[GIVEN DATA]

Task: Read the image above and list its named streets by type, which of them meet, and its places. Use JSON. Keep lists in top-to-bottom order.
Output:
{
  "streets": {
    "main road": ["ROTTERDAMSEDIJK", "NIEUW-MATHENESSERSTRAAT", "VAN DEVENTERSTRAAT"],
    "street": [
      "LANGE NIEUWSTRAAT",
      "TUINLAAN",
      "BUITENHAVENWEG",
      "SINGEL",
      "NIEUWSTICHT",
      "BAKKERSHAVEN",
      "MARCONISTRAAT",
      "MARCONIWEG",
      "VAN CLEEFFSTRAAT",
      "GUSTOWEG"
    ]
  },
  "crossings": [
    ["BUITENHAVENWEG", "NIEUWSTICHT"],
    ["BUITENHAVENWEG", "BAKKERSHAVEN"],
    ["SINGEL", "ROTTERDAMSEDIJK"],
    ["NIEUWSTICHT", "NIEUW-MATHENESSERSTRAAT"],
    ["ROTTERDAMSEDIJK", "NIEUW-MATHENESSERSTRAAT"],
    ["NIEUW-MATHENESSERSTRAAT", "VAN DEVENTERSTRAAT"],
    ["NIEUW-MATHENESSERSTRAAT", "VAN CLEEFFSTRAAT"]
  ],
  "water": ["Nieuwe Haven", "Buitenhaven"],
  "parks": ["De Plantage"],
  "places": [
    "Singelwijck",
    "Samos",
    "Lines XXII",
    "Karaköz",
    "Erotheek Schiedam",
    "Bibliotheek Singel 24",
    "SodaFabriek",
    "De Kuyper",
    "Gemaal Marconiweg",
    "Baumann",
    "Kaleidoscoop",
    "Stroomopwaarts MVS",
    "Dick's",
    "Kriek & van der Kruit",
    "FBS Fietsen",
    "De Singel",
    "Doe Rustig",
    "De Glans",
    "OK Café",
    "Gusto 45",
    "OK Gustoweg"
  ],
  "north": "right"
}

[/GIVEN DATA]

* **HOW TO COMPLETE THIS TASK**
All lines of the data that hold "BUITENHAVENWEG" need to be copied.

* **ANSWER TO THE EXERCISE**
      "BUITENHAVENWEG",
    ["BUITENHAVENWEG", "NIEUWSTICHT"],
    ["BUITENHAVENWEG", "BAKKERSHAVEN"],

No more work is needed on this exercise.